新世代店舗のオシャレなショールームの雰囲気で、なかなか大幅値引きを切り出せないかもしれない

 「最近、SKYACTIV車は価格が大幅に跳ね上がっているのに販売店のマージン幅は逆に引き下げられているので、値引きをしたくてもできない状況にあります。それにメーカーの指示で再販価格を高くするために値引きを抑えるようにしています」という答えが、3店舗の営業マンから一様に跳ね返ってきた。

 ではマツダ車の値引き額はいくらくらいなのか? 首都圏のナビ、ETC付きで主要車種におけるおおよその値引き額は以下の通り。ここに記した値引き額は、グレード、地域、時期の違いによる差が出てくるので参考程度に考えていただきたい。

 マツダ2/5万~10万円、CX-3/17~20万円、マツダ3/5万~10万円、CX30/5万~10万円、CX-8/20万~23万円、CX-5/21万~24万円、マツダ6/20万~23万円となっている。

 たしかにライバル他車に比べると値引き額は5万~10万円も渋い。
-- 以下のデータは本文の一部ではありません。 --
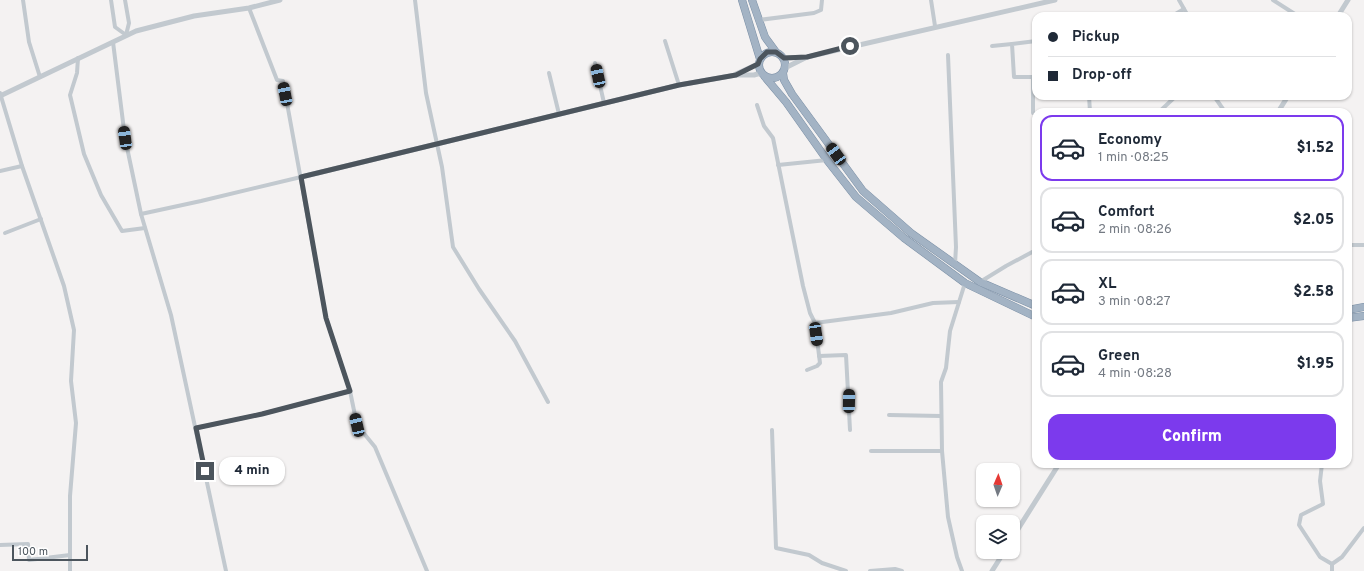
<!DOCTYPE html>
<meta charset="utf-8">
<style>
body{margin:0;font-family:Overpass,sans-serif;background:#f2f2f3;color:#1f2937;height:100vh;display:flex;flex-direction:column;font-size:15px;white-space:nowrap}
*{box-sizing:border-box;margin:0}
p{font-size:13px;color:#747a83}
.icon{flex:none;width:22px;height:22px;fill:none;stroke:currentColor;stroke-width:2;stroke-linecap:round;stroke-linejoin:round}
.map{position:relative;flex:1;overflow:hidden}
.drawer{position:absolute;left:1032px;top:108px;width:320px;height:360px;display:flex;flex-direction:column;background:#fff;border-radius:12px;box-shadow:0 1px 3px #0004}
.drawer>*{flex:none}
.hud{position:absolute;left:1032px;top:12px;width:320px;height:88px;border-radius:12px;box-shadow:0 1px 3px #0004;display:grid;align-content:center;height:88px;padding:0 16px;background:#fff}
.needle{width:26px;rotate:2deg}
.fabs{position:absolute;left:976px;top:463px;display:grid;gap:8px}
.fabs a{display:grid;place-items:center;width:44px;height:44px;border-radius:8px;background:#fff;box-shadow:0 1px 3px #0004;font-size:20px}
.scale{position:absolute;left:12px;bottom:10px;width:76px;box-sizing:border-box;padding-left:4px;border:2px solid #4c555d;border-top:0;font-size:11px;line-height:14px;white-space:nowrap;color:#4c555d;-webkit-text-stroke:3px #fff;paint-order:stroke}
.end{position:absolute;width:18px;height:18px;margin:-9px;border:5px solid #4c555d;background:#fff;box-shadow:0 0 0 2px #fff}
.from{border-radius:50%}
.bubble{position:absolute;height:28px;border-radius:12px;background:#fff;box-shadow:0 1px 3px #0004;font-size:13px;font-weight:800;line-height:28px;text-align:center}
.car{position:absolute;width:12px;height:24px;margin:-12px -6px;border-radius:5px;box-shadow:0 0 3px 1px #0007;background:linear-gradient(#222 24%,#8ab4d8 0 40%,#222 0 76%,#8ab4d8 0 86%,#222 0)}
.hud b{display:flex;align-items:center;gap:14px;height:38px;font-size:15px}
.hud b+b{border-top:1px solid #e0e1e3}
.hud i{width:10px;height:10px;background:#1f2937}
ul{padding:7px 0 0;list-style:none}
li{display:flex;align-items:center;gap:12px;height:66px;margin:0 8px 6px;padding:0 8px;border:2px solid #e0e1e3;border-radius:12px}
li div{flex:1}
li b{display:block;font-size:15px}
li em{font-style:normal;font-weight:800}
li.selected{border-color:#7c3aed}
li>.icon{width:36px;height:36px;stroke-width:1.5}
.primary-button{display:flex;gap:8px;margin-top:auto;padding:8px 16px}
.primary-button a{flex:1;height:46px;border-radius:12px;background:#7c3aed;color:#fff;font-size:16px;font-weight:800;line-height:46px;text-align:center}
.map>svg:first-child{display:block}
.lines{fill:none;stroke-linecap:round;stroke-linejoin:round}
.trunk-casing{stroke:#7c90a6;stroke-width:8}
.minor{stroke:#c2c9cf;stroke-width:4}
.tertiary{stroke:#c2c9cf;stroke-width:5}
.trunk{stroke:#a3b3c4;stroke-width:7}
.route{stroke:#4c555d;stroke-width:5}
</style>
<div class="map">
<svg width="1364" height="571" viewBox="0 0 1364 571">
<rect width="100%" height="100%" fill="#f4f2f2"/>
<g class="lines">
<g class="trunk-casing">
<g id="trunk">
<polyline points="742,0 760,59"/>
<polyline points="752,0 765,37 776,52"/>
<circle cx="772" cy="65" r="13"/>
<polyline points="783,73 784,80 792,94 863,191 911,233 980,282 1036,306"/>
<polyline points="765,77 786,102 827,160 856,197 904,238 965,283 1036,317"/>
<polyline points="1348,310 1364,307"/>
<polyline points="1348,318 1364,316"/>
</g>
</g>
<g class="minor">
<polyline points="23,0 29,42 40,77"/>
<polyline points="111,0 115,27 126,35 129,23 125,0"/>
<polyline points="415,0 426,93 442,167 453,247 479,289 515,341 548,402"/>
<polyline points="931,0 935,26"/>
<polyline points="1179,0 1188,16"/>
<polyline points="1273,0 1298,16"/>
<polyline points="249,8 277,80 283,81 326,318 350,391 357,425 375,447 427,571"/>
<polyline points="1172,16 1184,9"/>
<polyline points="759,20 814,13 821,10 822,0"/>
<polyline points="665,41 679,85"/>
<polyline points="113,42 125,138 141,214 171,315 226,571"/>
<polyline points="992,46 1012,44"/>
<polyline points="948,55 956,247 955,264"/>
<polyline points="78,58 77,73 70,95 84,154 101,195 122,231 145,228"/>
<polyline points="595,63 604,103"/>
<polyline points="549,73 559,114"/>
<polyline points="0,93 22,166 64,286 74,330 71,381 76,423 70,496 70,571"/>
<polyline points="1089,96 1090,112"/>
<polyline points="1214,96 1225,112"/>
<polyline points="757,105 764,126 773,138 803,286 810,313 815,323 891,313 933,303 959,302"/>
<polyline points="1159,112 1176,96"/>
<polyline points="1033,113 1033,77 1014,77 1012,44 1036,41"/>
<polyline points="778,165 827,160"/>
<polyline points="0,171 22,166"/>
<polyline points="1034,200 1036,200"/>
<polyline points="141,214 201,201 301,177"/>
<polyline points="5,233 41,219"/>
<polyline points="1348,245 1364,245"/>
<polyline points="980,282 1006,266 1036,250"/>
<polyline points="819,356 846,355 850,430"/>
<polyline points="807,370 817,366 820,363 815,323"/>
<polyline points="889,415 941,416"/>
<polyline points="196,428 262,414 350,391"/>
<polyline points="772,430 776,548 809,555 822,563 846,571"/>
<polyline points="871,451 942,451"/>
<polyline points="1322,464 1320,481 1323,504 1301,515 1299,525 1320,557 1332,564 1332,571"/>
<polyline points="0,545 28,544 29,560 70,555"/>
<polyline points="1332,564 1342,557 1364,528"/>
<polyline points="870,571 895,569 902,571"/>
<polyline points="962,571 957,557 948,517 942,451 941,382 946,368 950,331 965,283"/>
</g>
<g class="tertiary">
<polyline points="1338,16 1348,0"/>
<polyline points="784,58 807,57 1055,0"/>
<polyline points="785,68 807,57"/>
<polyline points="736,74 758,64"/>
<polyline points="0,96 136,31 194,16 249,8 280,0"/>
<polyline points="1278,112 1288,96"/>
<polyline points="301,177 679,85 736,75 754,75 761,73"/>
<polyline points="1013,537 1059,464"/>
<polyline points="992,571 1004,552"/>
</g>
<use href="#trunk" class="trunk"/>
</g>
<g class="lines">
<polyline class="route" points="205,471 196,428 262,414 350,391 326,318 301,177 679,85 736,75 758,64 760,59 767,52 776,52 784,58 807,57 850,46"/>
</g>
</svg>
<div class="fabs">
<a><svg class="needle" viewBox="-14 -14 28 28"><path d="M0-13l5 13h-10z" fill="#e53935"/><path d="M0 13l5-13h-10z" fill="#747a83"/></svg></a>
<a><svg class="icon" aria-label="layers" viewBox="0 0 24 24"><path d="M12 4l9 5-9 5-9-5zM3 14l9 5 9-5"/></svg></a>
</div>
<div class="scale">100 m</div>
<i class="end from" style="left:850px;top:46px"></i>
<i class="end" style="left:205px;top:471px"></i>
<div class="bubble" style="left:219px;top:457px;width:66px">4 min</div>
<i class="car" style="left:598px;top:76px;rotate:348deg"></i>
<i class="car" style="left:285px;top:94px;rotate:349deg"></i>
<i class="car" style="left:125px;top:138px;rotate:352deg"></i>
<i class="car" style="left:836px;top:154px;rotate:324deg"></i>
<i class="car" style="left:816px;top:334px;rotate:172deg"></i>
<i class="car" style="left:849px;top:401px;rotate:1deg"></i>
<i class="car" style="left:357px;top:425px;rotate:347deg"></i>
<div class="hud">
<b><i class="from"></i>Pickup</b>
<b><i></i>Drop-off</b>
</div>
<section class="drawer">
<ul>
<li class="selected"><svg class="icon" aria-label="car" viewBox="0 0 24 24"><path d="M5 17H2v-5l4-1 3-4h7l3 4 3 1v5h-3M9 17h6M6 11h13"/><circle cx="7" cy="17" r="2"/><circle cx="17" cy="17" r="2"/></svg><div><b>Economy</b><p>1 min · 08:25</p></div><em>$1.52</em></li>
<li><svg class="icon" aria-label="car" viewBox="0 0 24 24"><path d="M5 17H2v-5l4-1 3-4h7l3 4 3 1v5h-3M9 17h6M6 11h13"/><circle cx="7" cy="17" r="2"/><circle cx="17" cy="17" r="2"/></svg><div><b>Comfort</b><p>2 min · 08:26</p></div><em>$2.05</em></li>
<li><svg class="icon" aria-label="car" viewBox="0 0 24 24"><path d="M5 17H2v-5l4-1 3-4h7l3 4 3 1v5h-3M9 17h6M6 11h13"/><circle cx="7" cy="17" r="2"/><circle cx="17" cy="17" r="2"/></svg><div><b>XL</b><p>3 min · 08:27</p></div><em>$2.58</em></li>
<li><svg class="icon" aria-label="car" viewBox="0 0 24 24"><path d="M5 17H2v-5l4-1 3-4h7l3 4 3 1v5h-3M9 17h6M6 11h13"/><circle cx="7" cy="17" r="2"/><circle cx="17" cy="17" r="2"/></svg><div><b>Green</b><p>4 min · 08:28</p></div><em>$1.95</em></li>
</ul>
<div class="primary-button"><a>Confirm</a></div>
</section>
</div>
それでいてSKYACTIV車は同クラスの他社のガソリン車に比べて約20万円高く、クリーンディーゼル車はこれより20万円高だ。

 例えば、SKYACTIV-Xを搭載したマツダ3のXグレードは319万8148~368万8463円だが、同グレードの1.8LディーゼルXDに比べると40万7407円高、同グレードの2Lガソリンの20Sに比べ68万2407円高、最も安いマツダ3の1.5S(222万1389円)と比べると、97万6759円も高いのだ。

 このうえで値引き幅が少ないのだから、価格競争力が弱くなるのは当然といえる。

 マツダ車は、値引きはまったくしないということではないが、もともとの価格設定が高いうえに、値引き額を抑えているのは、営業マンからすれば売りにくいだろう。

 かつてはMPVが80万円引き、アテンザが50万円引きといった、大幅値引きは今ではなくなっているということだ。

 こうした指摘に対し、マツダディーラーの営業マンはこう釈明する。

 「SKYACTIV-G、SKYACTIV-D搭載車はコストが開発、生産にコストがかかっており、大幅に値引きするクルマではありません。クルマのよさをわかっていただける方に大幅な値引きはせず、適正な価格で販売する方針をとっています。

 さらにSKYACTIV-Xは SPCCI(火花点火制御圧縮着火)という、ガソリンを燃料としながら、ディーゼルエンジンと同じように圧縮着火を実現する燃焼方式を採用しています。

 スーパーチャージャーやマイルドハイブリッドも装着されていてコスト高になっています。エンジン生産時の工作精度と検査工程の手間がかかっており、正直、コスト重視で作ったクルマではないので、値引きはほとんどできない状況です」。

 ただ、マツダディーラーは、価格設定が高いなりに対策は施している。販売の中心となっている残価設定クレジットを組む場合の残価を高く設定している。

 SKYACTIV搭載車については1ヵ月1000km、1年1万2000km以内の走行距離の条件で3年36回払いの残価を55%、5年60回で35%と設定し、これを保証している。

 ライバル他社の主要モデルよりも3~5ポイントも高くしているのである。これは再販価格が国産で最も高いトヨタ車よりも高く、レクサス車並みである。

 SKYACTIV-X搭載車はマツダ3やCX-30に搭載され、発売されたが、受注段階の販売構成比は10%程度と低い。

 価格が2Lガソリン車より約68万円も高いうえに車両本体からの値引きはゼロを基本にしており、ハイオクガソリン仕様であるから余計に高くつくのも要因として上げられる。

 はたして、このまま大幅値引きしないで大丈夫なのか、2020年の動向を注目していきたい。

■証言1:首都圏マツダ販売店営業担当者

 「値引きを抑えて売ることは、これまでの商習慣でできませんでした。ようやく大幅な値引き販売をしない販売方法に転換できたのは、メーカーの協力によるところが大きいです。

 従来だとライバル社との販売競争に勝つためにメーカーが販売店の尻を叩いていたので、乱売に走りがちになり、マツダ地獄などと揶揄されてしました。

 値引きを抑えると販売台数も頭打ちになりますが、それに対してメーカーはあまり文句を言わなくなっているので、今日のような状況になっているともいえます。

 やや販売状況が厳しい車種もあり、今後どうなるかわかりませんが、デザインのよさと他メーカーに真似できない高い技術力をこれまで以上にアピールしていきたいと思います」。